(Extracted material):
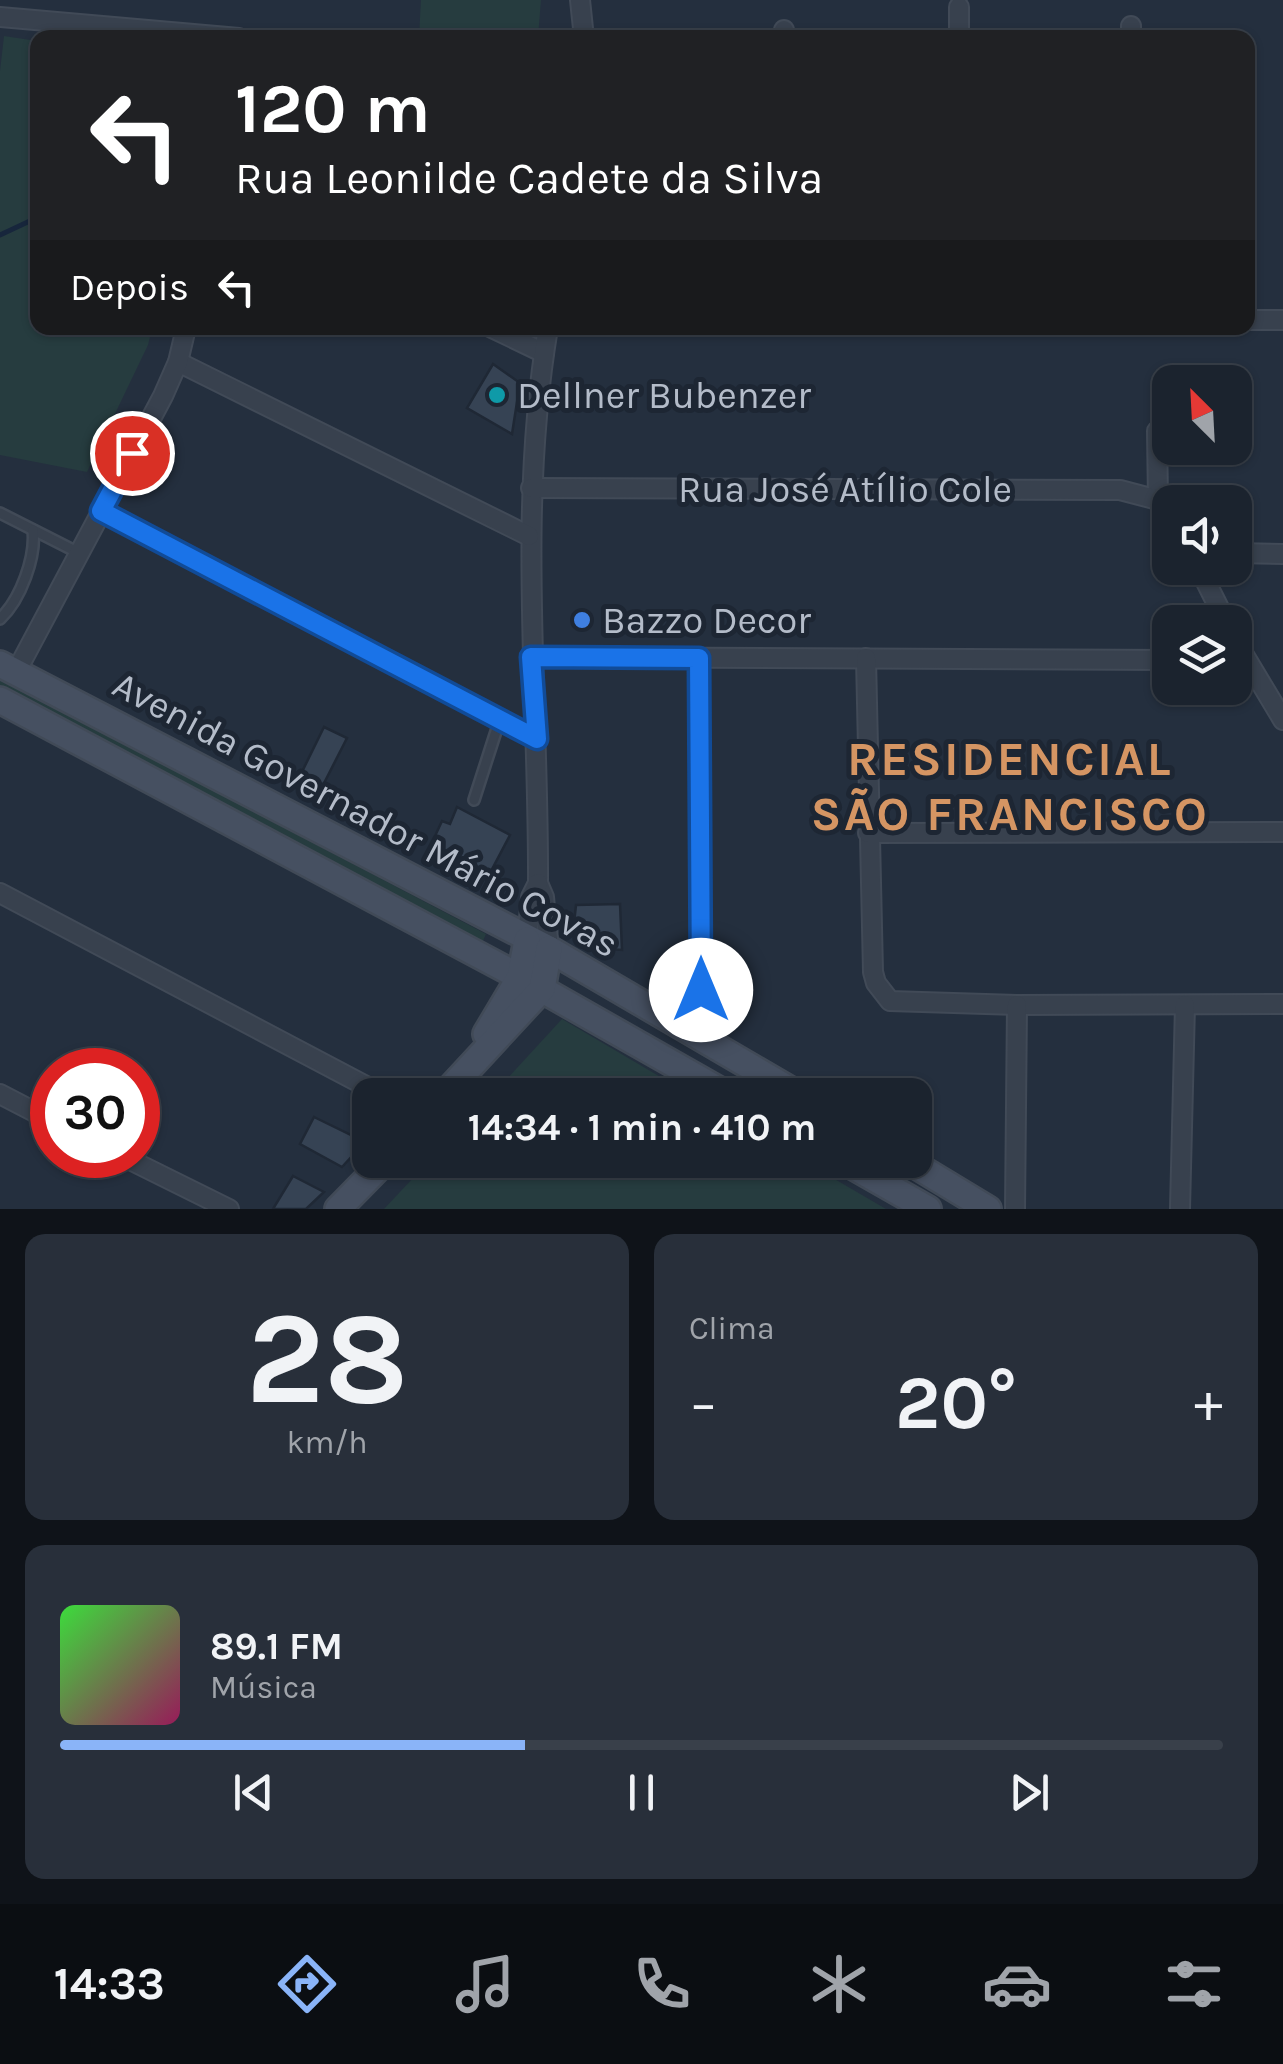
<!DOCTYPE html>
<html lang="pt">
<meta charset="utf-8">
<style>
:root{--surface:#1b232e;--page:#282f3a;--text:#f1f3f6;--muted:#a0a4aa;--line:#39404a;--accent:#8ab4f8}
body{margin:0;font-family:Karla,sans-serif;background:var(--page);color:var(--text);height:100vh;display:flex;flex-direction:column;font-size:38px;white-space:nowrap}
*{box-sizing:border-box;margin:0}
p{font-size:32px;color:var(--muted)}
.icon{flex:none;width:55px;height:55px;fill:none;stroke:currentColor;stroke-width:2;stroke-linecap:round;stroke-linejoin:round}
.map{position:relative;height:1209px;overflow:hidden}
.sheet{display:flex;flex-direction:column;gap:25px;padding:25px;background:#0f1319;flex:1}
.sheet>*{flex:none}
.top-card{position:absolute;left:30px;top:30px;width:1225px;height:305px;border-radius:20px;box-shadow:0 2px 8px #0004,0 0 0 2px var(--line);background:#202124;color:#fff;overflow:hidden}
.needle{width:65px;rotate:336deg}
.tools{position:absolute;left:1152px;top:365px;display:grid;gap:20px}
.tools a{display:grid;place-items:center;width:100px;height:100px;border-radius:20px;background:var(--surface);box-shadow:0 2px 8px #0004,0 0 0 2px var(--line);font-size:50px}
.speed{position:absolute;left:30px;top:1048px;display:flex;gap:20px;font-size:50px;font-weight:700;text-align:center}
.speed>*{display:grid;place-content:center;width:130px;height:130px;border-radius:50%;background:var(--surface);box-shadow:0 2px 8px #0004,0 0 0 2px var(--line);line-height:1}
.speed .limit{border:15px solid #d22;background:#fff;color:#111}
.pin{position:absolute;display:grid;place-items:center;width:85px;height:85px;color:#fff;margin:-42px;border:5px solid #fff;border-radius:50%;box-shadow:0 2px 10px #0007}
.me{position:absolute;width:110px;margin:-55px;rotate:0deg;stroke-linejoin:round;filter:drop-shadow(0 0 8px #0008)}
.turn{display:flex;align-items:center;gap:35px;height:210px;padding:0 40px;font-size:45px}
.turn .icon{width:130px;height:130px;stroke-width:2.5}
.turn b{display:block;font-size:70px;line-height:85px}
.then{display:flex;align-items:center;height:95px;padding:0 40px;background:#0003;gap:20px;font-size:38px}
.big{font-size:75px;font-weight:700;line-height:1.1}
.sheet .tile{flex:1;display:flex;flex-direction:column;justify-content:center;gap:15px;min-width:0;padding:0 35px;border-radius:20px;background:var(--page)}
.sheet .dial{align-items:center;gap:0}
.dial b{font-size:130px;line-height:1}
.song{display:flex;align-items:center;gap:30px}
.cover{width:120px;height:120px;border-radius:15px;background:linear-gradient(135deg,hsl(120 70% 55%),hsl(330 70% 35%))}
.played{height:10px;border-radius:5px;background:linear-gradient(90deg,var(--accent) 40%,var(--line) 40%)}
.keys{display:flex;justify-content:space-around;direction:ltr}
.heat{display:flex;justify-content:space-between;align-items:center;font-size:55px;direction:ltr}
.sheet .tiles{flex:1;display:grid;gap:25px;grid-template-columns:1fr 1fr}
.tile:last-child{grid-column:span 2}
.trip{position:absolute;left:352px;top:1078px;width:580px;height:100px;border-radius:20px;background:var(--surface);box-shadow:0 2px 8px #0004,0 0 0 2px var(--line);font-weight:700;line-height:100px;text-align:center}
.tabs{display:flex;height:160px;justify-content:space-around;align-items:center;background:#0b0e12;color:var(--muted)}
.tabs .icon{width:70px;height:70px}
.tabs .selected{color:var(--accent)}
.tabs b{font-size:45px;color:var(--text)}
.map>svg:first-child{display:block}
.green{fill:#263c3f}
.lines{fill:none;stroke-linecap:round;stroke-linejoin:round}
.stream{stroke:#17263c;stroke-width:5}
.building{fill:#364354;stroke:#1f2835;stroke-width:2.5}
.lane-casing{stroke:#414a57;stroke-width:14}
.street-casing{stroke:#414a57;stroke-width:22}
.secondary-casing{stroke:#414a57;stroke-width:30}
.lane{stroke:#38414e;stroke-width:9}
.street{stroke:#38414e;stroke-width:18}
.secondary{stroke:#465061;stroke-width:25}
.route-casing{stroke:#114b97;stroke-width:25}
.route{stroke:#1a73e8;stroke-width:18}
.culture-dot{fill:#0f9aa8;stroke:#1d2633;stroke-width:4}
.shop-dot{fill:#3f7fe0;stroke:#1d2633;stroke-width:4}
.labels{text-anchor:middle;stroke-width:10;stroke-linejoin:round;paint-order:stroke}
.poi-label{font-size:38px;fill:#b4bcc9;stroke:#1d2633;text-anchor:start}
.street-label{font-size:38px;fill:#b4bcc9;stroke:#1d2633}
.district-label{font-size:48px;font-weight:bold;letter-spacing:2.5px;fill:#d59563;stroke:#1d2633}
</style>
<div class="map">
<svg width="1283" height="1209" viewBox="0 0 1283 1209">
<rect width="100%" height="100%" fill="#242f3e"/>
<!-- green -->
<g class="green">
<path d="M421,0H541L538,37H419Z"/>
<path d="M4,36L37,41L38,328H152L148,345L87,472L0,455V71Z"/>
<path d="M0,678L486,934L482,943L0,690Z"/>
<path d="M562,1019L691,1095H492Z"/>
<path d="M430,1160H802L886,1209H384Z"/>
</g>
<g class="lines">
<!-- stream -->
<path class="stream" d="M0,235L32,220L38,212"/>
</g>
<!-- building -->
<g class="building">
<path d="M493,364L520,383L512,434L467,408Z"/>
<path d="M324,727L347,738L318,795L296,784Z"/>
<path d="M457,807L510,835L490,873L437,846L442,839L435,836L442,821L450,824Z"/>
<path d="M620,904L622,950L609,949L581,933L574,923L576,905Z"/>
<path d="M314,1117L365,1142L342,1167L300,1144Z"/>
<path d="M293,1176L324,1192L306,1209H273Z"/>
</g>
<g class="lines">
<!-- lane casing -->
<g class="lane-casing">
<g id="lane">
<path d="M0,513L79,553"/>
<path d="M0,619C21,599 36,557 33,530"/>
<path d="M474,800L500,719"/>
</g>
</g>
<!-- street casing -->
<g class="street-casing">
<g id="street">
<path d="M580,0L584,38"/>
<path d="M0,17L239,38"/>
<path d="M784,30V38"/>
<path d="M959,38V7"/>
<path d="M1131,38V26"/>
<path d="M1248,320H1283"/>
<path d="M492,328L544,353"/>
<path d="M548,328C517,513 539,697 538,883L544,897L549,949"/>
<path d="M178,362L529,536"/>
<path d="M1157,431L1158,500L1170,519"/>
<path d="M531,488L1120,490L1158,500"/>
<path d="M101,511L537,739"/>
<path d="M1235,553L1283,554"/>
<path d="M1199,568L1226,622"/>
<path d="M1235,640L1283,720"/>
<path d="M531,657L1170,660"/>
<path d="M699,658L701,1036"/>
<path d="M866,658L873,972L876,983L890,1001L1017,1005L1283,1004"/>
<path d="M16,672L163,396L178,362L186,328"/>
<path d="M868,833L1283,832"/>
<path d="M0,893L383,1095"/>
<path d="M527,940L531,897L538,883"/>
<path d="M0,1094L52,1121"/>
<path d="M120,1155L229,1209"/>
<path d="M1015,1209L1017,1005"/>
<path d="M1180,1209L1185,1005"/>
</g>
</g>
<!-- secondary casing -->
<g class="secondary-casing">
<g id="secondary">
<path d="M0,664L549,949L799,1095"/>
<path d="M0,700L520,977L728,1095"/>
<path d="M486,1034L520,977L527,940"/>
<path d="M444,1095L542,989L549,949"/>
<path d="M842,1160L928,1209"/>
<path d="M907,1160L988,1209"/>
<path d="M338,1209L386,1160"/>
</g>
</g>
<!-- lane -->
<use href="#lane" class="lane"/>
<!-- street -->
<use href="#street" class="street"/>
<!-- secondary -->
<use href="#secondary" class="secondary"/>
</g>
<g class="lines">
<!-- route casing -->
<g class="route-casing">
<path id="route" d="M132,453L101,511L537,739L531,657L699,658L701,990"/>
</g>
<!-- route -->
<use href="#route" class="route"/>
</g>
<!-- markers -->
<circle class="culture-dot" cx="497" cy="395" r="10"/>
<circle class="shop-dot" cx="582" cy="620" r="10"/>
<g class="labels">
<!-- poi labels -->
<g class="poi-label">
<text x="517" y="408">Dellner Bubenzer</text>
<text x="602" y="633">Bazzo Decor</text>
</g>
<!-- street labels -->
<g class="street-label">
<text x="845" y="502">Rua José Atílio Cole</text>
<text transform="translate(366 814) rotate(28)" y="13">Avenida Governador Mário Covas</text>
</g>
<!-- district labels -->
<g class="district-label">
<text x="1010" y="775">RESIDENCIAL<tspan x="1010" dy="55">SÃO FRANCISCO</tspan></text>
</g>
</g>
</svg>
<div class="tools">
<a><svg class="needle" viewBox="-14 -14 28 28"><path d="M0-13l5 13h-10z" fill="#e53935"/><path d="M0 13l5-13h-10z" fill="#a0a4aa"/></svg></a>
<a><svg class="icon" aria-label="sound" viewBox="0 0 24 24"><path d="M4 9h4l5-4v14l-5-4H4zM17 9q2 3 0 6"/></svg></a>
<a><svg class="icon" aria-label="layers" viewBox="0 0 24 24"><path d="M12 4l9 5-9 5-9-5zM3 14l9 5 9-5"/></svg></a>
</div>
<div class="speed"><div class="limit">30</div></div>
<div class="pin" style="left:132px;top:453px;background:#d93025"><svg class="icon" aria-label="arrive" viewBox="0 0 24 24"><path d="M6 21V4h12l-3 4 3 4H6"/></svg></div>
<svg class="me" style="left:701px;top:990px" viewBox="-20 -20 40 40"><circle r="19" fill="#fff"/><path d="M0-13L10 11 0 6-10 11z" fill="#1a73e8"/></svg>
<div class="trip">14:34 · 1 min · 410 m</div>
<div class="top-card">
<div class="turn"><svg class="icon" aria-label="left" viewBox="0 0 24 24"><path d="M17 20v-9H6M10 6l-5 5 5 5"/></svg><div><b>120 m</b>Rua Leonilde Cadete da Silva</div></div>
<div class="then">Depois<svg class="icon" aria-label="left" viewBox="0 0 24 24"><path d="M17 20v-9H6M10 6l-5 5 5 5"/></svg></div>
</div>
</div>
<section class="sheet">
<div class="tiles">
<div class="tile dial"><b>28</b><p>km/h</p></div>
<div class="tile"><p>Clima</p>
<div class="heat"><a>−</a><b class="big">20°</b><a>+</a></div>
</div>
<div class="tile">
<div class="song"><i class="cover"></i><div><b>89.1 FM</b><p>Música</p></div></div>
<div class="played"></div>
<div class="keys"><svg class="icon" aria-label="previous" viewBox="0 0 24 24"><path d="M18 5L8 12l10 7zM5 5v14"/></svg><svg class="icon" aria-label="pause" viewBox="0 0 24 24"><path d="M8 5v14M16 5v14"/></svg><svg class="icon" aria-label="next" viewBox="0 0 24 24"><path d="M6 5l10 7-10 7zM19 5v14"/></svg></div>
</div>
</div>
</section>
<nav class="tabs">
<b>14:33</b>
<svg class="icon selected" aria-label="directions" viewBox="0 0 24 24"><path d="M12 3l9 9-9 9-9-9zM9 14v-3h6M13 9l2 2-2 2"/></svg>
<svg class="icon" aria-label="music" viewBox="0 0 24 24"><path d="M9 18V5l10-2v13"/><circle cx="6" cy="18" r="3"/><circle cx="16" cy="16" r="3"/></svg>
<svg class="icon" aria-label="phone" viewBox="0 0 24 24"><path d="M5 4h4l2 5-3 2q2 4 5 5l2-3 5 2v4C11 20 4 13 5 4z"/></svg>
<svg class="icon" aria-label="climate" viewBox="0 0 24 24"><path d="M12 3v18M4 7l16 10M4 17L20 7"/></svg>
<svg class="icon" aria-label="car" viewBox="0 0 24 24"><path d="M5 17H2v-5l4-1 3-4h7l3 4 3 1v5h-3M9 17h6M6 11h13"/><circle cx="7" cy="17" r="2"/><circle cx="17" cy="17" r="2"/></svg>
<svg class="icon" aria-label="filters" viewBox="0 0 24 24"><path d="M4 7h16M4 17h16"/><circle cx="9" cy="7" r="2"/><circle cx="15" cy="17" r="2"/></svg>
</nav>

(Exercise prompt):
What lines of the listing above hold "none"? Copy all of them.

(Solution to this exercise):
.icon{flex:none;width:55px;height:55px;fill:none;stroke:currentColor;stroke-width:2;stroke-linecap:round;stroke-linejoin:round}
.sheet>*{flex:none}
.lines{fill:none;stroke-linecap:round;stroke-linejoin:round}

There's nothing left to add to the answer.